Science Fair Project Encyclopedia
The Viper was developed as a modern take on the muscle car. While there are some who insist that the iconic AC Cobra was a source of inspiration, the final version of the Viper was far too large and heavy to seriously claim any direct lineage with the Carroll Shelby's compact and lightweight vehicle. Most saw claims to kinship with the Cobra as a marketing exercise, though Shelby was involved in the initial design of the Viper.
The basic shape was displayed as a concept car in early 1989 and the first prototype was tested in December 1989. It first debuted in 1991 with three preproduction models as the pace car for the Indianapolis 500, and went on sale in January 1992 as the targa-roofed RT/10 Roadster. A coupe model, called the GTS followed. An interesting feature of the coupe was the "double bubble" roof contours; two small humps to accomidate drivers wearing helmets. Indeed, the Viper's perfomance has made the vehicle popular for both amateur and professional racers. Vipers can be seen participating often in drag racing, road racing and drift racing.
The centerpiece of the car was its engine. Originally designed as a truck engine and based on the LA series, Lamborghini, then a division of Chrysler Corporation, revamped Dodge's cast-iron block V10 for the Viper by recasting the block and head in aluminium alloy, and giving the engine a significant power boost. Some within Lamborghini felt that the pushrod two-valve design, while adequate for the truck application for which the engine was originally created, was unsuitable for a performance car and suggested a more comprehensive redesign which would have included four valves per cylinder. However, Chrysler was uncertain about the Viper's production costs and sales potential and so declined to provide the budget for the modification.
The engine produced 400 bhp (300 kW) and 664 Nm of torque and, thanks to the long-gearing allowed by the torquey engine, provided surprising fuel economy at a claimed 21 miles per US gallon if driven sedately. The body was a tubular steel frame with resin transfer molding (RTM) fiberglass panels. Typical of American performance-car design, it had a front mounted engine driving the rear wheels; it was also heavy with a curb weight of 1,488 kg (3,280 lb) and lacked many modern driver aids such as traction or ABS. Despite this, in straight line performance, it completed a quarter mile in 12.9 seconds and had a maximum speed of 264 km/h (164 mph).
Later models increased engine power; the 1999 GTS had a 450 bhp (340 kW) engine, which could complete the quarter mile 0.7 seconds faster and increased top speed by 35 km/h (22 mph) or so. A number of third party firms have modified the car to boost performance.
Dodge raced a version of the Viper known as the GTS-R in the FIA GT-2 Manufacturers World Championship, where they won the Overall Series in 1997.
The Dodge Viper underwent a model change in 2003, courtesy of DaimlerChrysler's Performance Vehicle Operations (now renamed Street and Racing Technology; SRT) group.

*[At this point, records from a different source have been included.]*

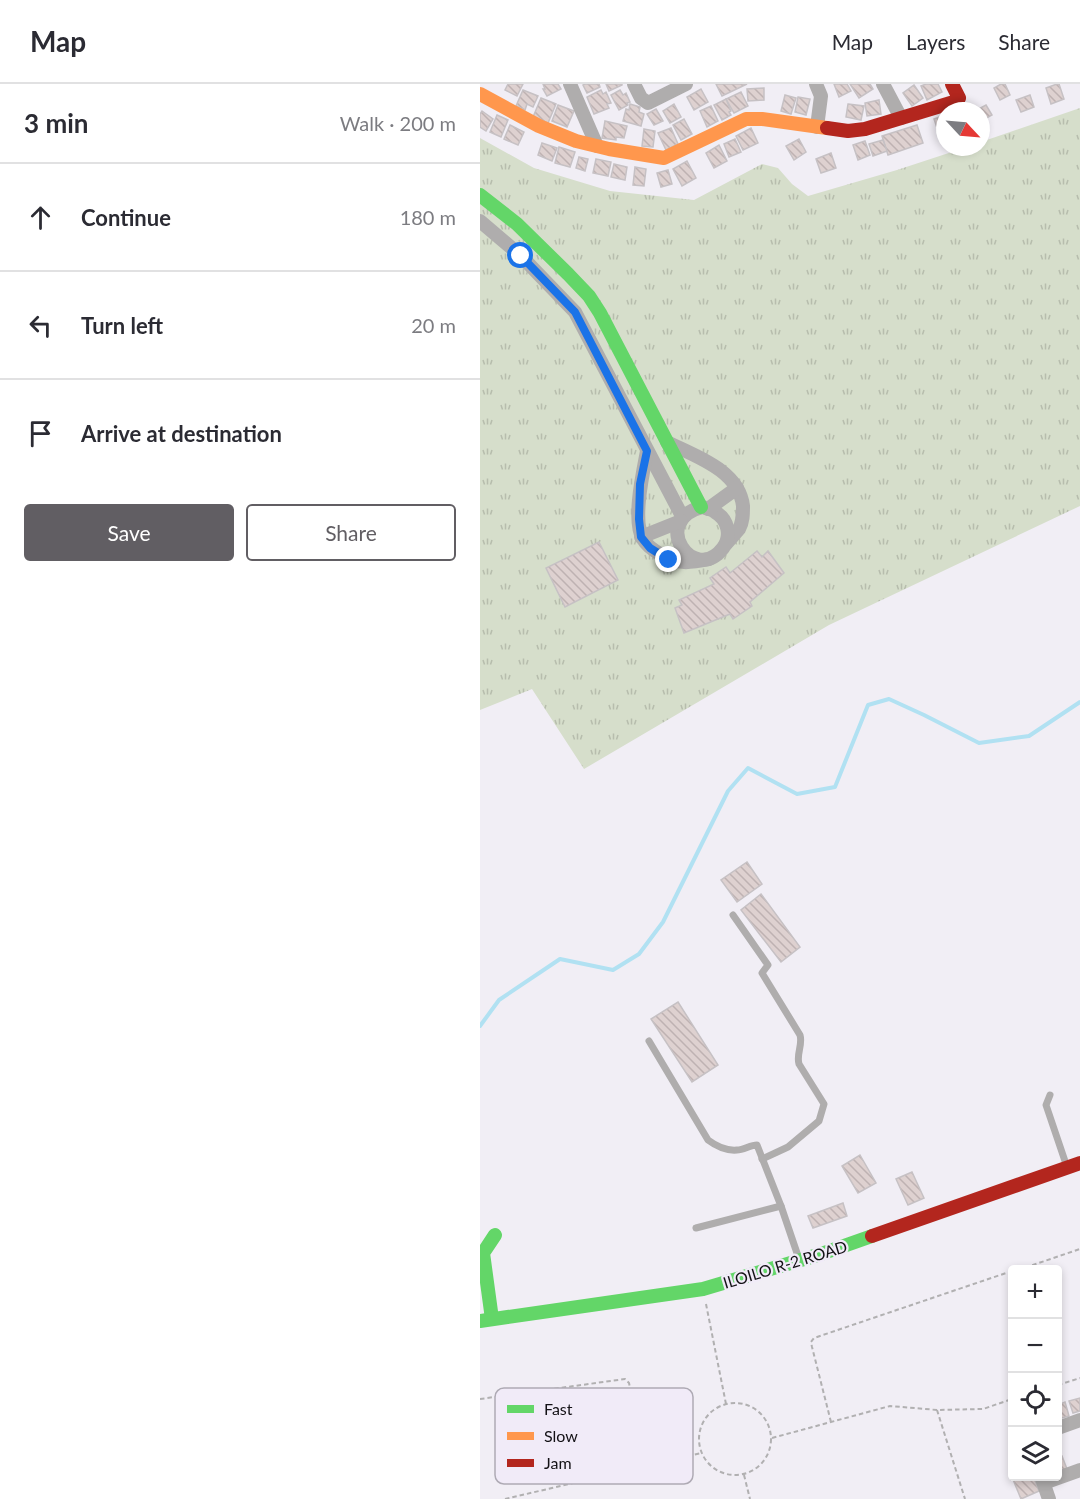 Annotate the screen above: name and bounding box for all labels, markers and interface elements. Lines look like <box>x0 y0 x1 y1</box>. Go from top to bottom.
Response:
text: Map <box>30 24 86 58</box>
text: Map <box>832 29 873 54</box>
text: Layers <box>906 29 965 54</box>
text: Share <box>998 29 1050 54</box>
north arrow <box>936 102 990 156</box>
text: 3 min <box>24 107 88 139</box>
text: Walk · 200 m <box>340 111 456 135</box>
icon: ahead <box>24 201 57 234</box>
text: Continue <box>81 204 171 231</box>
text: 180 m <box>400 205 456 229</box>
route start <box>507 242 533 268</box>
icon: left <box>24 309 57 342</box>
text: Turn left <box>81 312 163 339</box>
text: 20 m <box>411 313 456 337</box>
icon: arrive <box>24 417 57 450</box>
text: Arrive at destination <box>81 420 282 447</box>
button: Save <box>24 504 234 561</box>
button: Share <box>246 504 456 561</box>
route end <box>655 546 681 572</box>
street label: ILOILO R-2 ROAD <box>721 1236 849 1292</box>
map controls <box>1008 1265 1062 1481</box>
button: + <box>1008 1265 1062 1319</box>
button: − <box>1008 1319 1062 1373</box>
button: locate <box>1008 1373 1062 1427</box>
legend <box>495 1388 693 1484</box>
text: Fast <box>544 1399 573 1418</box>
text: Slow <box>544 1426 578 1445</box>
button: layers <box>1008 1427 1062 1481</box>
text: Jam <box>544 1453 572 1472</box>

The new Viper SRT-10 (Street and Racing Technology, DaimlerChrysler's name for high powered sports variants of its cars) was heavily restyled with sharp, angled bodywork. The engine has been enlarged to 8.3 L which increased output to 504 hp (375 kW) and 525 ft.lbf (711 Nm) of torque. The initial model was a convertible. The new Viper SRT-10 Coupe (no longer called the GTS) was introduced in 2005 at the Detroit Auto Show as a 2006 model. It shares many of its body panels with the convertible but takes its side and rear styling cues from the Competition Coupe (see below). The new coupe looks much like the previous Viper GTS and retains the "double-bubble" roof shape of the original.
A special Dodge Viper SRT-10 Competition Coupe that is not street-legal is available from Dodge for race car drivers, picking up where the GTS-R racing variant left off. The horsepower and torque ratings have been improved only slightly, but the vehicle has been stripped of anything not essential for racing, such as the interior body panels, which lightens the car by 380lbs. The "CompCoupe" comes equipped with a rollcage, a racing fuel cell, and other racing-related equipment. It is not sold in dealers and is purchased from Dodge directly as, essentially, a very expensive race car component. Pricing is in the US$125,000-$150,000 range. The Viper Competition Coupe sees much action in the highly competative SCCA Speed World Challenge Grand Touring Championship.
Viper was the show in which the car itself starred in three seasons. First, was the roadster in the first two seasons. And the coupe in the third season.